As he bent down, he suddenly realized that there was a large shadow under the surface. It hadn’t been there previously. It also had two protruding eyes that were watching him. They started to move towards him, and he jumped to his feet and backed rapidly away. The alligator broke the surface with a splash, hissing in frustration at missing its prey. The thing was probably over a thousand pounds, being nearly fourteen feet in length.

Logan had lived in Florida all of his life and he knew a little about gators. This was the largest one he’d ever seen. Even larger than the biggest one at Gatorland Zoo, an Orlando tourist attraction that he’d been to a couple of times. He jumped to the side and ran as the creature lunged out of the water. It could strike very quickly, but couldn’t follow at top speed for a long distance.

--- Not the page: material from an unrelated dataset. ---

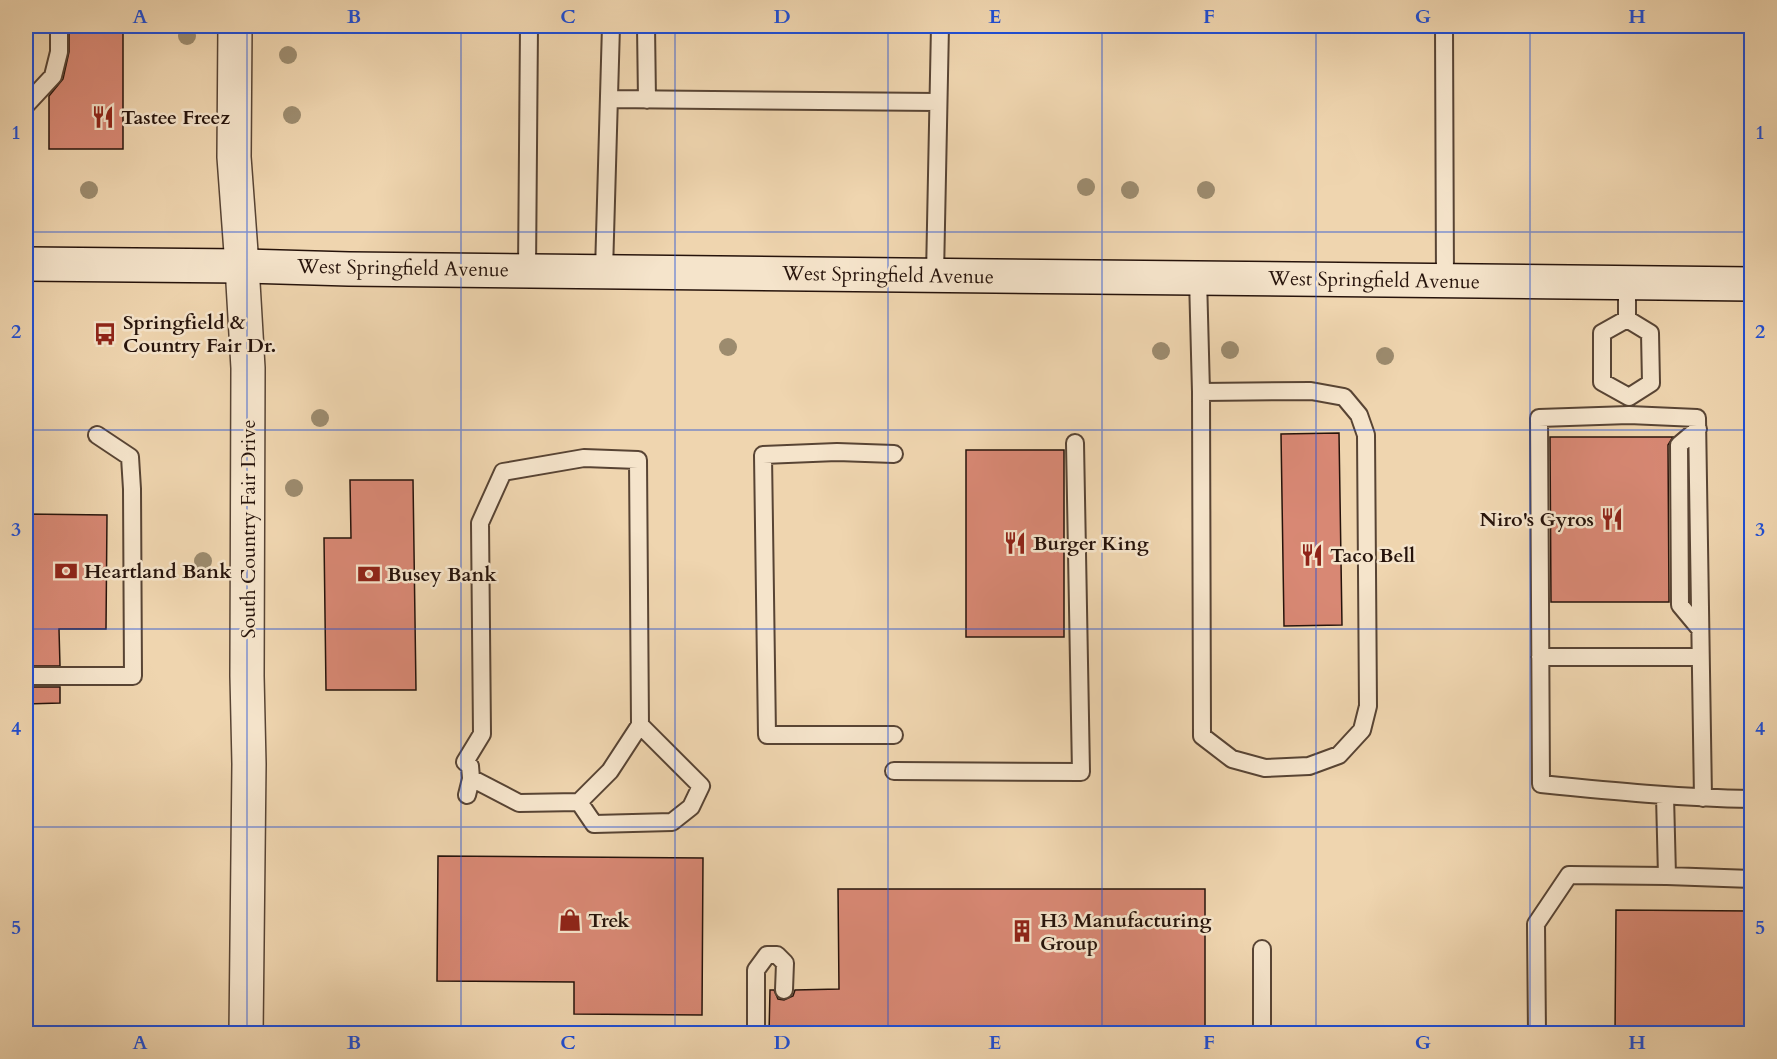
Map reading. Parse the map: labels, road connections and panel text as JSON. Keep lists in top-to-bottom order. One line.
{"streets":{"main road":["West Springfield Avenue","South Country Fair Drive"]},"crossings":[["West Springfield Avenue","South Country Fair Drive"]],"places":{"restaurant":["Tastee Freez","Niro's Gyros","Burger King","Taco Bell"],"bus stop":["Springfield & Country Fair Dr."],"bank":["Heartland Bank","Busey Bank"],"shop":["Trek"],"building":["H3 Manufacturing Group"]},"grid":{"columns":["A","B","C","D","E","F","G","H"],"rows":["1","2","3","4","5"]}}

Back in the thicket, Logan caught his breath. This was turning out to be an awful day. He considered. He’d nearly gotten eaten last night, then speared, and now nearly eaten again. At this rate, he’d be toast before more than another couple of days had passed. He’d have to be more circumspect. This place was dangerous.

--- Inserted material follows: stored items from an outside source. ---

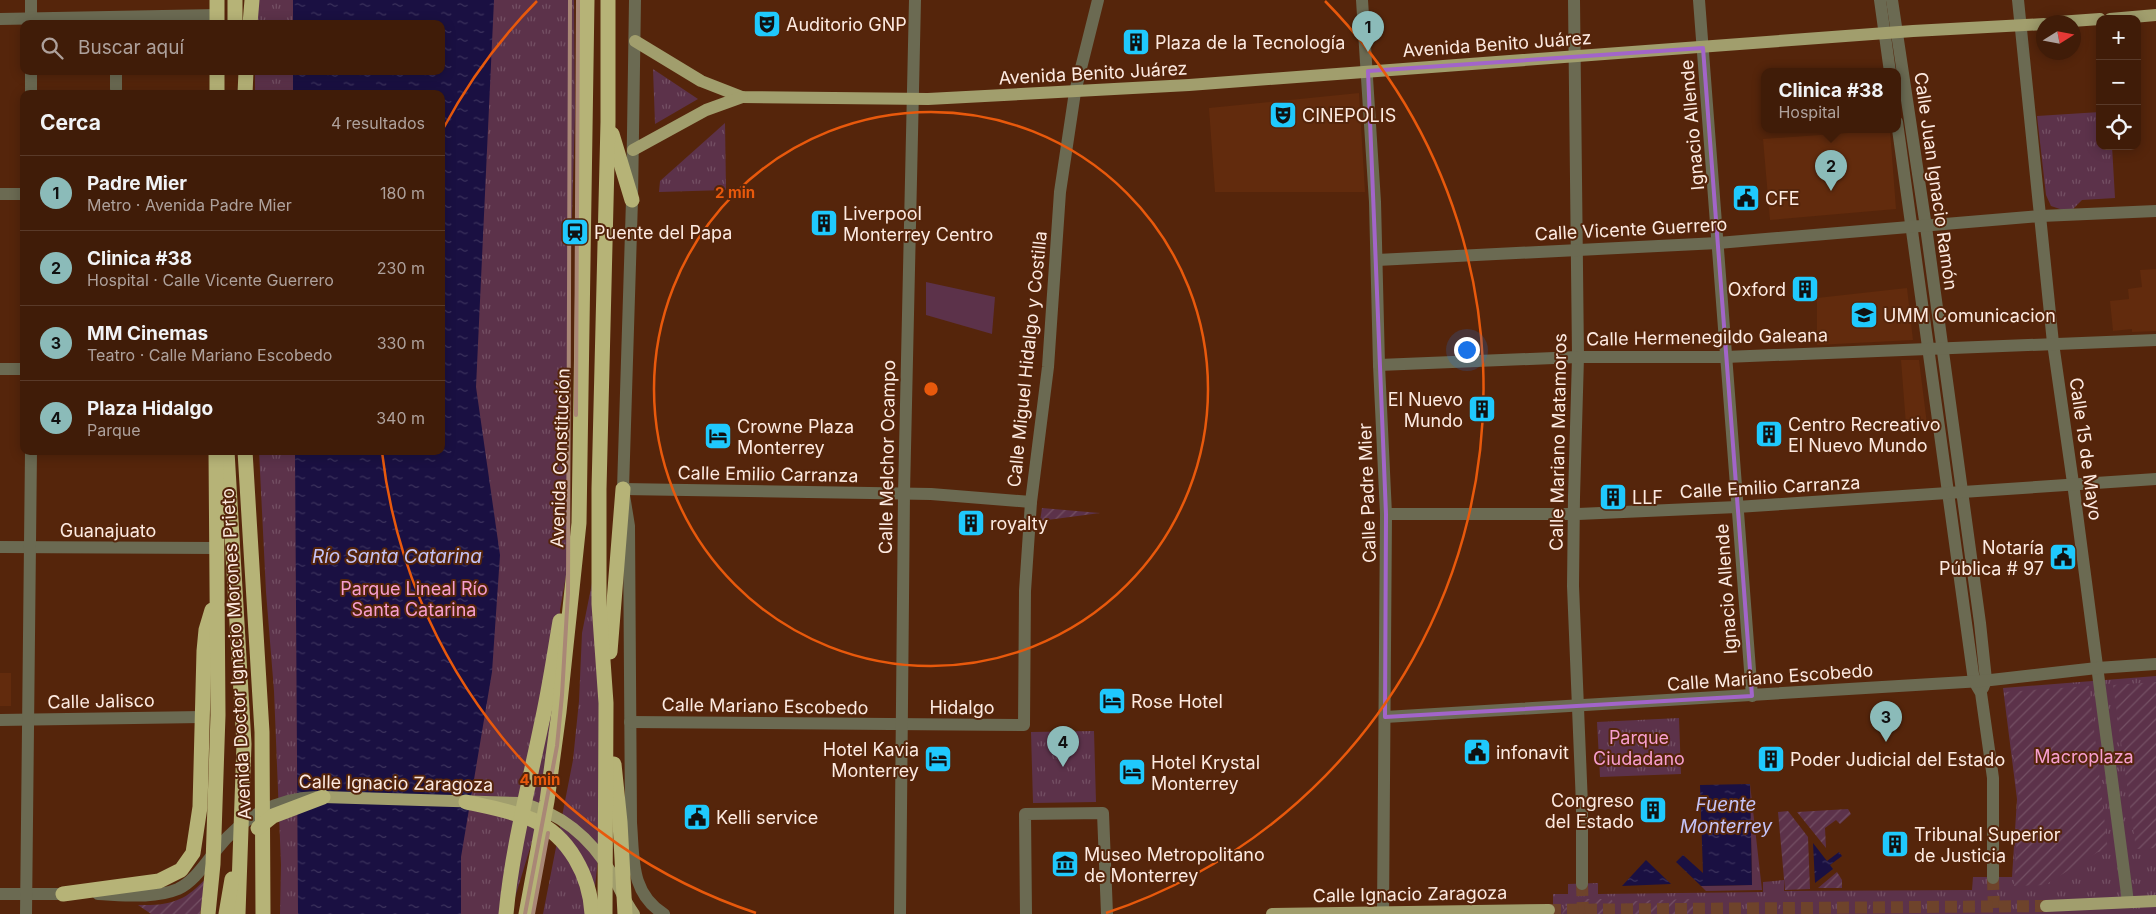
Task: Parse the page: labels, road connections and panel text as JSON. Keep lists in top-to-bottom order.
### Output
{
  "streets": {
    "highway": ["Avenida Constitución", "Avenida Doctor Ignacio Morones Prieto"],
    "main road": ["Avenida Benito Juárez", "Calle Ignacio Zaragoza"],
    "street": [
      "Ignacio Allende",
      "Calle Juan Ignacio Ramón",
      "Calle Vicente Guerrero",
      "Calle Hermenegildo Galeana",
      "Calle Miguel Hidalgo y Costilla",
      "Calle Mariano Matamoros",
      "Calle 15 de Mayo",
      "Calle Melchor Ocampo",
      "Calle Emilio Carranza",
      "Calle Padre Mier",
      "Guanajuato",
      "Calle Mariano Escobedo",
      "Calle Jalisco",
      "Hidalgo"
    ]
  },
  "crossings": [
    ["Avenida Benito Juárez", "Ignacio Allende"],
    ["Avenida Benito Juárez", "Calle Juan Ignacio Ramón"],
    ["Avenida Benito Juárez", "Calle Miguel Hidalgo y Costilla"],
    ["Avenida Benito Juárez", "Calle Mariano Matamoros"],
    ["Avenida Benito Juárez", "Calle 15 de Mayo"],
    ["Avenida Benito Juárez", "Calle Melchor Ocampo"],
    ["Avenida Benito Juárez", "Calle Padre Mier"],
    ["Ignacio Allende", "Calle Vicente Guerrero"],
    ["Ignacio Allende", "Calle Hermenegildo Galeana"],
    ["Ignacio Allende", "Calle Emilio Carranza"],
    ["Ignacio Allende", "Calle Mariano Escobedo"],
    ["Calle Juan Ignacio Ramón", "Calle Vicente Guerrero"],
    ["Calle Juan Ignacio Ramón", "Calle Hermenegildo Galeana"],
    ["Calle Juan Ignacio Ramón", "Calle Emilio Carranza"],
    ["Calle Juan Ignacio Ramón", "Calle Mariano Escobedo"],
    ["Calle Vicente Guerrero", "Calle Mariano Matamoros"],
    ["Calle Vicente Guerrero", "Calle 15 de Mayo"],
    ["Calle Vicente Guerrero", "Calle Padre Mier"],
    ["Calle Hermenegildo Galeana", "Calle Mariano Matamoros"],
    ["Calle Hermenegildo Galeana", "Calle 15 de Mayo"],
    ["Calle Hermenegildo Galeana", "Calle Padre Mier"],
    ["Calle Miguel Hidalgo y Costilla", "Calle Emilio Carranza"],
    ["Calle Miguel Hidalgo y Costilla", "Hidalgo"],
    ["Calle Mariano Matamoros", "Calle Emilio Carranza"],
    ["Calle Mariano Matamoros", "Calle Mariano Escobedo"],
    ["Calle 15 de Mayo", "Calle Emilio Carranza"],
    ["Calle 15 de Mayo", "Calle Mariano Escobedo"],
    ["Calle Melchor Ocampo", "Calle Emilio Carranza"],
    ["Calle Melchor Ocampo", "Calle Mariano Escobedo"],
    ["Calle Melchor Ocampo", "Hidalgo"],
    ["Calle Emilio Carranza", "Calle Padre Mier"],
    ["Calle Padre Mier", "Calle Mariano Escobedo"],
    ["Calle Padre Mier", "Calle Ignacio Zaragoza"],
    ["Guanajuato", "Avenida Doctor Ignacio Morones Prieto"],
    ["Calle Mariano Escobedo", "Hidalgo"]
  ],
  "water": ["Río Santa Catarina", "Fuente Monterrey"],
  "parks": ["Parque Lineal Río Santa Catarina", "Parque Ciudadano", "Macroplaza"],
  "places": {
    "theatre": ["Auditorio GNP", "CINEPOLIS"],
    "building": [
      "Plaza de la Tecnología",
      "Liverpool Monterrey Centro",
      "Oxford",
      "El Nuevo Mundo",
      "Centro Recreativo El Nuevo Mundo",
      "LLF",
      "royalty",
      "Poder Judicial del Estado",
      "Congreso del Estado",
      "Tribunal Superior de Justicia"
    ],
    "public building": [
      "CFE",
      "Notaría Pública # 97",
      "infonavit",
      "Kelli service"
    ],
    "station": ["Puente del Papa"],
    "school or university": ["UMM Comunicacion"],
    "hotel": [
      "Crowne Plaza Monterrey",
      "Rose Hotel",
      "Hotel Kavia Monterrey",
      "Hotel Krystal Monterrey"
    ],
    "museum": ["Museo Metropolitano de Monterrey"]
  },
  "north": "right",
  "page": {
    "pins": [
      "1",
      "2",
      "3",
      "4"
    ],
    "map_buttons": ["+", "−"],
    "search": "Buscar aquí",
    "popup": ["Clinica #38", "Hospital"],
    "heading": ["Cerca", "4 resultados"],
    "list": [
      {
        "mark": "1",
        "name": "Padre Mier",
        "note": "Metro · Avenida Padre Mier",
        "value": "180 m"
      },
      {
        "mark": "2",
        "name": "Clinica #38",
        "note": "Hospital · Calle Vicente Guerrero",
        "value": "230 m"
      },
      {
        "mark": "3",
        "name": "MM Cinemas",
        "note": "Teatro · Calle Mariano Escobedo",
        "value": "330 m"
      },
      {
        "mark": "4",
        "name": "Plaza Hidalgo",
        "note": "Parque",
        "value": "340 m"
      }
    ]
  },
  "rings": ["2 min", "4 min"]
}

A dry buzzing caught his attention. He froze, looking around. There it was: a rattlesnake. Big and mean, it was coiled a few feet away. Before it decided to move towards him, he was out of the thicket and heading back towards the taller trees.

Nighttime found him in a tree near a small, water-filled sinkhole. There were some cattails in the water and he’d grubbed out some of their tuber-like roots to fill the void in his stomach. The night was hot, humid, and still and somehow the local mosquitoes had located him, even though he was high in the branches. They hadn’t found him the night before, but now he was on the menu and it looked like they were determined to keep him awake all night despite his use of a broken, leafy branch to swish them away.

The moon rose, illuminating a quiet scene. The mosquitoes had given up about six hours after dark, and Logan was now trying to sleep while holding onto the narrow branches of his perch. He’d gotten used to the night sounds — the raucous frogs, the grunting of gators off in a hole somewhere. He sat up twice, eyes wide, listening when the distant screaming call of a large cat echoed through the trees. Sleeping in a tree wasn’t his idea of an ideal situation, but at least it was relatively secure.